SAWT BEIRUT INTERNATIONAL

| 20 September 2021, Monday |

« Si Dieu le veut »… la phrase de Mikati

« Si Dieu le veut », est la phrase que le Premier ministre désigné Najib Mikati a prononcée après sa rencontre avec le président Michel Aoun, résumant la scène qui indique que le contrat continue de proliférer et que l’optimisme qui se dégage des médias n’est qu’un tactique pour prolonger le travail du gouvernement qui se poursuivra indéfiniment.

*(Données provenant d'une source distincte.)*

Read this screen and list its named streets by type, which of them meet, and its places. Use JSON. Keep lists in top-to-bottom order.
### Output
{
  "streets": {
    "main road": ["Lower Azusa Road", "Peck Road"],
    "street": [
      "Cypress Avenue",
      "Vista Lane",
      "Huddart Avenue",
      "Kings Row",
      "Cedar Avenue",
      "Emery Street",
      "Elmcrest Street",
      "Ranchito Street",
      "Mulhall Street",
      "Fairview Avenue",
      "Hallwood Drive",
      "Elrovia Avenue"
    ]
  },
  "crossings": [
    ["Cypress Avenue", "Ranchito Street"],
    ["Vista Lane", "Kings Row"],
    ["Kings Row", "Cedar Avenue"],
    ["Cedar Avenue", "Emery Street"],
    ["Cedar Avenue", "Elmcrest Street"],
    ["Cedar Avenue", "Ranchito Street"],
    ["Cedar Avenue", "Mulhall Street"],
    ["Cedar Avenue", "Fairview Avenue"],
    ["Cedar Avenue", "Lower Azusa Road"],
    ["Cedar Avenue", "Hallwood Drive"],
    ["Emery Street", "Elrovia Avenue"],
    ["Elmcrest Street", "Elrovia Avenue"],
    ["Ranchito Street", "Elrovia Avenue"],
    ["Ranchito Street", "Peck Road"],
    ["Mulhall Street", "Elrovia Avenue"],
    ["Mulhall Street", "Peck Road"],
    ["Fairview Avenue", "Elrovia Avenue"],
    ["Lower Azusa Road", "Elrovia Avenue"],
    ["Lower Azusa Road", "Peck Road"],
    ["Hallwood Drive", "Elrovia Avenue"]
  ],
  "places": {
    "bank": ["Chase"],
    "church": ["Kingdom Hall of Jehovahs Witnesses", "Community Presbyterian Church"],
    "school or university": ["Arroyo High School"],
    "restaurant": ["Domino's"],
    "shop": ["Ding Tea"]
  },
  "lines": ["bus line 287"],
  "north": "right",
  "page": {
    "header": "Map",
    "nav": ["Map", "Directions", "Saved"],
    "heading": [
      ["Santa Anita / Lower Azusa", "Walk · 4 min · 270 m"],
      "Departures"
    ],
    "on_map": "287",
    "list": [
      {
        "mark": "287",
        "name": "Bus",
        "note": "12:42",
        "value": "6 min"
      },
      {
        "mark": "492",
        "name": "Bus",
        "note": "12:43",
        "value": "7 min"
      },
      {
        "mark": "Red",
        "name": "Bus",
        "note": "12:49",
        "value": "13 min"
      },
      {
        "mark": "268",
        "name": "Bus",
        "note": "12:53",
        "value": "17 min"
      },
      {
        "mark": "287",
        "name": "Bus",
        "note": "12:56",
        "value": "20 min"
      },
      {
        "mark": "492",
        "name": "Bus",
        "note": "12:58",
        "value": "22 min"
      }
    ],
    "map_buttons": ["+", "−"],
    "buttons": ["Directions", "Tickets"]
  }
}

Pour la première fois, Mikati a quitté le palais de Baabda avec une courte phrase qui a de nombreuses connotations, et bien sûr elle ne peut pas être classée dans la catégorie positive.

Cela suggère que ses tentatives précédentes de montrer sa capacité à former un gouvernement qui met en œuvre les réformes requises par la communauté internationale ont échoué à travers ses déclarations vagues, qui contenaient à la fois des choses et leurs contraires.

La visite d’aujourd’hui, porte le numéro 13, et dans cette tournée, le Premier ministre désigné Najib Mikati termine le premier mois du mandat, et cette affaire constitue un revers pour le panier de points positifs, qu’il a présenté depuis le premier jour de sa mission.

Cela était évident à travers les nœuds qui traversaient les sacs, et se limitaient à l’intérieur et à la justice.

Plus tard, il est passé aux finances et au ministère des affaires sociales, qui est devenu une substance riche pour son titulaire, au cas où des fonds seraient disponibles pour la carte de financement promise.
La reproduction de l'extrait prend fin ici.